The object is 2014 MU69, a maybe-40km-across more than 1.5bn km past Pluto that is the New Horizons mission's next port of call after its encounter with Pluto. Humanity has precisely zero close-up experience of such objects and we've only seen 2014 MU69 from afar. So in order to give us a bit more to work with before New Horizons' arrival, NASA has used the Hubble Space Telescope and the European Space Agency's Gaia observatory to figure out when 2014 MU69 will next pass in front of a sun.
NASA possesses a modified Boeing 747 SP known as SOFIA – the Stratospheric Observatory for Infrared Astronomy – which packs a 2.5 meter telescope. When SOFIA reaches its working altitude of between 39,000 and 45,000 feet above sea level, above most of the clouds and water vapour in the atmosphere, the 'scope can capture data that's hard to get on the ground. To do so, SOFIA opens a special door in the rear of its fuselage so the instrument doesn't have to peer through the plane's skin.
The space agency's plan was to fly SOFIA through the shadow on Monday, in the hope that we could learn of “rings or other debris that may orbit MU69” and pose a risk for New Horizons.
That plan went off without a hitch: after departing New Zealand, NASA says “The team onboard SOFIA was able to position the flying telescope precisely where the data … indicated the center of the shadow would be, at precisely the right time.”
SOFIA did the same job for Pluto in 2011. The agency hasn't explained the size of the shadow it chased, but says it was 100 times smaller than Pluto's!

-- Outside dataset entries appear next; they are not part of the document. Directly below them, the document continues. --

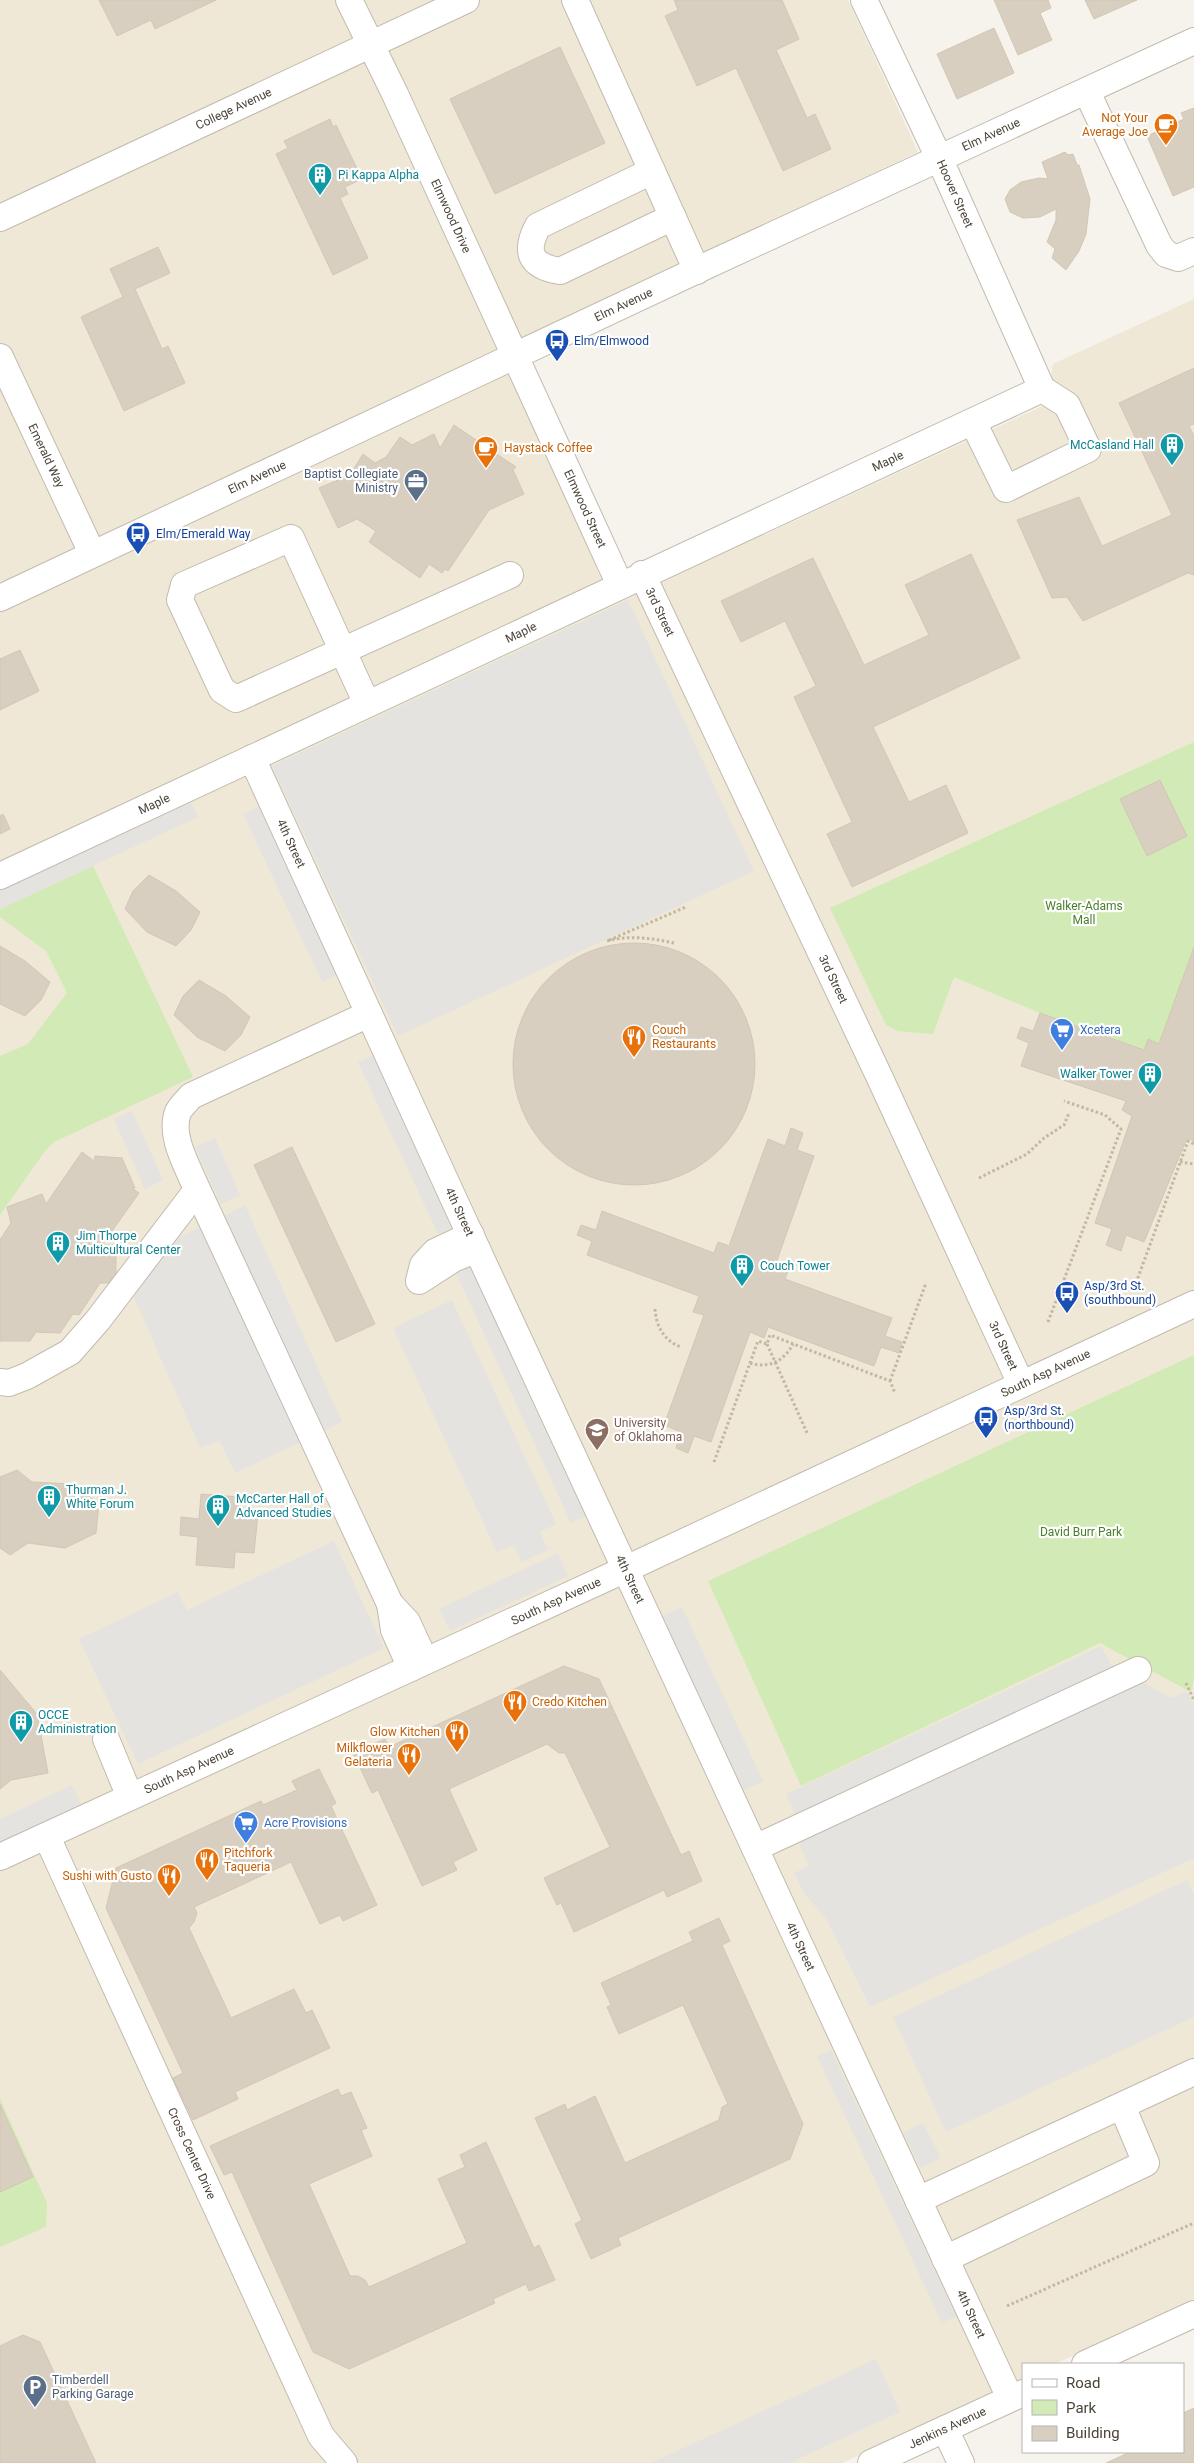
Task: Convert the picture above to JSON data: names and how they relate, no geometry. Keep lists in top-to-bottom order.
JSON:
{
  "streets": {
    "street": [
      "College Avenue",
      "Elm Avenue",
      "Hoover Street",
      "Elmwood Drive",
      "Emerald Way",
      "Maple",
      "Elmwood Street",
      "3rd Street",
      "4th Street",
      "South Asp Avenue",
      "Cross Center Drive",
      "Jenkins Avenue"
    ]
  },
  "crossings": [
    ["College Avenue", "Elmwood Drive"],
    ["Elm Avenue", "Hoover Street"],
    ["Elm Avenue", "Elmwood Drive"],
    ["Elm Avenue", "Emerald Way"],
    ["Hoover Street", "Maple"],
    ["Elmwood Drive", "Elmwood Street"],
    ["Maple", "Elmwood Street"],
    ["Maple", "3rd Street"],
    ["Maple", "4th Street"],
    ["Elmwood Street", "3rd Street"],
    ["3rd Street", "South Asp Avenue"],
    ["4th Street", "South Asp Avenue"],
    ["4th Street", "Jenkins Avenue"],
    ["South Asp Avenue", "Cross Center Drive"]
  ],
  "parks": ["Walker-Adams Mall", "David Burr Park"],
  "places": {
    "cafe": ["Not Your Average Joe", "Haystack Coffee"],
    "building": [
      "Pi Kappa Alpha",
      "McCasland Hall",
      "Walker Tower",
      "Jim Thorpe Multicultural Center",
      "Couch Tower",
      "Thurman J. White Forum",
      "McCarter Hall of Advanced Studies",
      "OCCE Administration"
    ],
    "bus stop": [
      "Elm/Elmwood",
      "Elm/Emerald Way",
      "Asp/3rd St. (southbound)",
      "Asp/3rd St. (northbound)"
    ],
    "office": ["Baptist Collegiate Ministry"],
    "supermarket": ["Xcetera", "Acre Provisions"],
    "restaurant": [
      "Couch Restaurants",
      "Credo Kitchen",
      "Glow Kitchen",
      "Milkflower Gelateria",
      "Pitchfork Taqueria",
      "Sushi with Gusto"
    ],
    "school or university": ["University of Oklahoma"],
    "parking": ["Timberdell Parking Garage"]
  },
  "legend": ["Road", "Park", "Building"]
}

There's no word yet on what we've learned about 2014 MU69, but the plane only touched down on Tuesday. So enough with the conspiracy theories, okay? At least until January 1st 2019, when New Horizons arrives at 2014 MU69. ®
BOOTNOTE: In other Space news, the Juno probe has successfully flown over Jupiter's Great Red Spot. Images are expected to arrive in coming days.